Leo and Malone had assumed that the lack of the top blown off the mountain meant their attempt to hatch a dragon failed. After all, increased magma wouldn’t matter if the egg wasn’t anywhere near a lava flow. But… what if an egg did crack and its occupant perished because it never found its way to the surface? Or worse, what if it built up its strength while remaining hidden inside the mountain?
There could be another male out there who would become competition for Pollita’s attention. The very thought had him steaming.
She’s mine. Because dragons didn’t share.
Chapter One
The curser blinked repeatedly and I wanted to punch it. I didn’t appreciate the way it kept mocking my inability to type anything of worth.
My editor expected a finished manuscript before the end of the month. In her defense, I’d had two years to write it. Two years of struggling to find the words. It didn’t help I’d spent most of them drunk. The bottle became my best friend after my wife left me for another dude, but even more traumatizing, she took my dog, Buster. I still missed that big goof even as I stalked her social media and saw him living his best life, playing fetch.
With another man.
The betrayal bit deep.
To escape it all, and with my deadline rapidly approaching, I’d recently fled the USA and temporarily relocated to a spot close to Mount Amiata in Italy. Drastic, I know, but my editor had a friend with a friend whose cousin owned a chalet that wasn’t usually rented in the winter since its remote location made it difficult to reach once the snow started falling.
The privacy—and absence of triggering memories, such as the couch where Buster and I used to snuggle—suited my needs even if I didn’t have use of the extra bedrooms it came with. Situated a fair distance up a mountain and reached by a sketchy, narrow, single-lane road, the chalet possessed a basic kitchen, which matched my cooking skill. The living room with a fireplace meant exercise in the form of splitting logs—and yeah, I’d been swinging that ax plenty since I’d kicked myself off the booze. And when I worked myself sore, there was a hot tub for soaking while enjoying the view. No neighbors equaled no distractions. As for my liver? It got a break since the nearest bar required me to drive. Even I knew better than to drink and drive, because despite my shitshow of a life, I didn’t want to die.
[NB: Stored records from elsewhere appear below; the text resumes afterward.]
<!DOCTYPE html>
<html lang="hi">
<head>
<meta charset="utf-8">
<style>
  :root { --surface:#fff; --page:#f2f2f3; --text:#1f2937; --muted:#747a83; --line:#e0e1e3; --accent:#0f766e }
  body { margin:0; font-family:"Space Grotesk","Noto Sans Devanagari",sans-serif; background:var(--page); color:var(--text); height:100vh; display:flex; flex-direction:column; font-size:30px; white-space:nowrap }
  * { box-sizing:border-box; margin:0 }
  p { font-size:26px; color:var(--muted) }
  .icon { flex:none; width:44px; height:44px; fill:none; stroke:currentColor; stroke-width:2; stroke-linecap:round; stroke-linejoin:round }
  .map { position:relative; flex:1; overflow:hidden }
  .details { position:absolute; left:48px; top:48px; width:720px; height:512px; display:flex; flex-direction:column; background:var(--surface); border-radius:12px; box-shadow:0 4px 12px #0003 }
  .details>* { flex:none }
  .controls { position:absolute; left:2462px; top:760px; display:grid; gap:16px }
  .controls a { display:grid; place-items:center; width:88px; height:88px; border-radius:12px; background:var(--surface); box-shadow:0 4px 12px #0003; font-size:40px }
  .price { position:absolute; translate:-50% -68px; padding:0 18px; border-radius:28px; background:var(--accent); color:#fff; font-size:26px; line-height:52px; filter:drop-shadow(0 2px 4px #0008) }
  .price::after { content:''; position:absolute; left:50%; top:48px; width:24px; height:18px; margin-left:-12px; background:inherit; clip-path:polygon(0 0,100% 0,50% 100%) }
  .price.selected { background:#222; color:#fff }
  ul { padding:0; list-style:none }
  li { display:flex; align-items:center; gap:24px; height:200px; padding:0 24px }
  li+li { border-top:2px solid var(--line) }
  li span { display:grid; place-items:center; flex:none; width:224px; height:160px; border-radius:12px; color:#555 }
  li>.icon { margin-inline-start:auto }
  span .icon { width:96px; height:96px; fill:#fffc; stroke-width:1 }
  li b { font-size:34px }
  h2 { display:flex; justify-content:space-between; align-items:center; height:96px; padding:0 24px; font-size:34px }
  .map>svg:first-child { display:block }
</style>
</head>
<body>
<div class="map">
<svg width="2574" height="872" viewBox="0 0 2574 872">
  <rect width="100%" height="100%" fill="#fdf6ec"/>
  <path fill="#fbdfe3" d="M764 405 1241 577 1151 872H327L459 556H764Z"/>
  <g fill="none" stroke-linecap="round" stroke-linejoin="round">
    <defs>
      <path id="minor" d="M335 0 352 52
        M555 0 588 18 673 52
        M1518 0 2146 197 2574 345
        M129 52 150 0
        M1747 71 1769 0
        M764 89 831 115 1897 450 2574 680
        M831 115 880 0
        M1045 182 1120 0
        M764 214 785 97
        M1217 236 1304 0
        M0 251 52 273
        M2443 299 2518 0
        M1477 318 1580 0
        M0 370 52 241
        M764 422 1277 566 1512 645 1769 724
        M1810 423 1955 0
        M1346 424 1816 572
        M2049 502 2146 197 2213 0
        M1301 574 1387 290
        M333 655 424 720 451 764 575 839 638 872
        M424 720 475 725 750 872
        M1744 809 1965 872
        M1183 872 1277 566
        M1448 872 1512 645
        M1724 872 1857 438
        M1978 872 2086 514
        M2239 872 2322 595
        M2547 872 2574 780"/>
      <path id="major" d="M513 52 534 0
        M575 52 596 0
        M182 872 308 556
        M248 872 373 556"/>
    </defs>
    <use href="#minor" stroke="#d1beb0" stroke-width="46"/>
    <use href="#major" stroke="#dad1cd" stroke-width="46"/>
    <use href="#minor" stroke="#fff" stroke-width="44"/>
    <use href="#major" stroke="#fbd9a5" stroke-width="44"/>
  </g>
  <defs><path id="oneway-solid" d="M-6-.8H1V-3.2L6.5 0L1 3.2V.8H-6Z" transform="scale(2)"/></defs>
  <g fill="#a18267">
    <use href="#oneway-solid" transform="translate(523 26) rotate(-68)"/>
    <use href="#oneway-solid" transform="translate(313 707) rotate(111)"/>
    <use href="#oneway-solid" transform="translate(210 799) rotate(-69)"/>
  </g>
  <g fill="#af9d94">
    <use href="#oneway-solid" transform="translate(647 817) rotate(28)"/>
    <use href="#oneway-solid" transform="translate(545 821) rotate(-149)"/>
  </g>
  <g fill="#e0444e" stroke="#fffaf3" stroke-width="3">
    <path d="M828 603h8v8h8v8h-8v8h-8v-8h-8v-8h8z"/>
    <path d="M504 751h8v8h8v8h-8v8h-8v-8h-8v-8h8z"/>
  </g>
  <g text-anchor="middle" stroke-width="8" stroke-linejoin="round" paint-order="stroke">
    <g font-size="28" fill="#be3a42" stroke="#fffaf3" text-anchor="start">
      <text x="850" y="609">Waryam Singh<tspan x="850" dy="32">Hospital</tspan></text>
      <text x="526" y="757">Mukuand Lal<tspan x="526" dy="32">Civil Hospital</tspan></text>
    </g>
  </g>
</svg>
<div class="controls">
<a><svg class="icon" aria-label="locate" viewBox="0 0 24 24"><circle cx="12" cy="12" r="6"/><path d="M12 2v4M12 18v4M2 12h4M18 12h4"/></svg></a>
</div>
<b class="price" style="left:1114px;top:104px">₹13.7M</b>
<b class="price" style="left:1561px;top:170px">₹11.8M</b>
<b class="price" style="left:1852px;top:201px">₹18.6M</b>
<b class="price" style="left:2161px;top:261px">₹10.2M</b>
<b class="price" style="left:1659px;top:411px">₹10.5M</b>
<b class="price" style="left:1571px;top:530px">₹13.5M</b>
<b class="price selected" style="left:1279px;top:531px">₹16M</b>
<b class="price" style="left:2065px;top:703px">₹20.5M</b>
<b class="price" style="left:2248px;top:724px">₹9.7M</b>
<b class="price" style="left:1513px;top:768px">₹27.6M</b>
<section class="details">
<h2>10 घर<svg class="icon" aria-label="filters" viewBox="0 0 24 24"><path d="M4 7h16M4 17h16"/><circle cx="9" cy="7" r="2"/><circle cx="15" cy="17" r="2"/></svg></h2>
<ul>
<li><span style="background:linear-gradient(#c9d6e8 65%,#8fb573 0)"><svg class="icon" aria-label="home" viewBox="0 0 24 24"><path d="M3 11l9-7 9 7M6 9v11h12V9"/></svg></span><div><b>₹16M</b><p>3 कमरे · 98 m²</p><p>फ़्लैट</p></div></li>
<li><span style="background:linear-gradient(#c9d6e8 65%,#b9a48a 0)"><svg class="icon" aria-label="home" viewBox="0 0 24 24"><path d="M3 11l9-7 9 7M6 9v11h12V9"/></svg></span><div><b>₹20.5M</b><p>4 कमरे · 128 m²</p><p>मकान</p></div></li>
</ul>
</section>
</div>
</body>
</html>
Should have been the perfect place to put my fingers to the typing grindstone.
Nope.
I fucking hated it. Never thought myself a social guy until I literally had no one to talk to. It should be noted that when I lived in the city, I rarely spoke to anyone, but I could have. If I’d wanted to.
And here I was, procrastinating again. I stared at the screen, fingers frozen over the keyboard, once more cursing myself for choosing to become a writer. At the time, recovering from being injured in the line of duty—with a leg that never fully healed from the shrapnel despite the surgeries and rehab—I needed something to keep my mind busy. It had been my therapist who’d suggested I begin journaling as a way to work through what I’d experienced. I thought it dumb, and yet, I tried it, writing down what I remembered but from the perspective of a third party, as if I watched what had happened from the outside. It didn’t help the nightmares, but I found myself enjoying the soothing nature of putting into words some of the things I experienced. Given the private nature of a journal, I spilled every thought and emotion into it, never expecting anyone to read it.
My now ex-wife stole what I wrote and sent it in to an editor she knew. When she told me, I was pissed. So very, very pissed, until the publishing house made me an offer with a crazy number of zeroes attached. For a guy struggling to maintain a household and his dignity on a disability check, the contract they offered felt like winning the lottery. That first book made me enough I forgave my ex and embarked on a new career.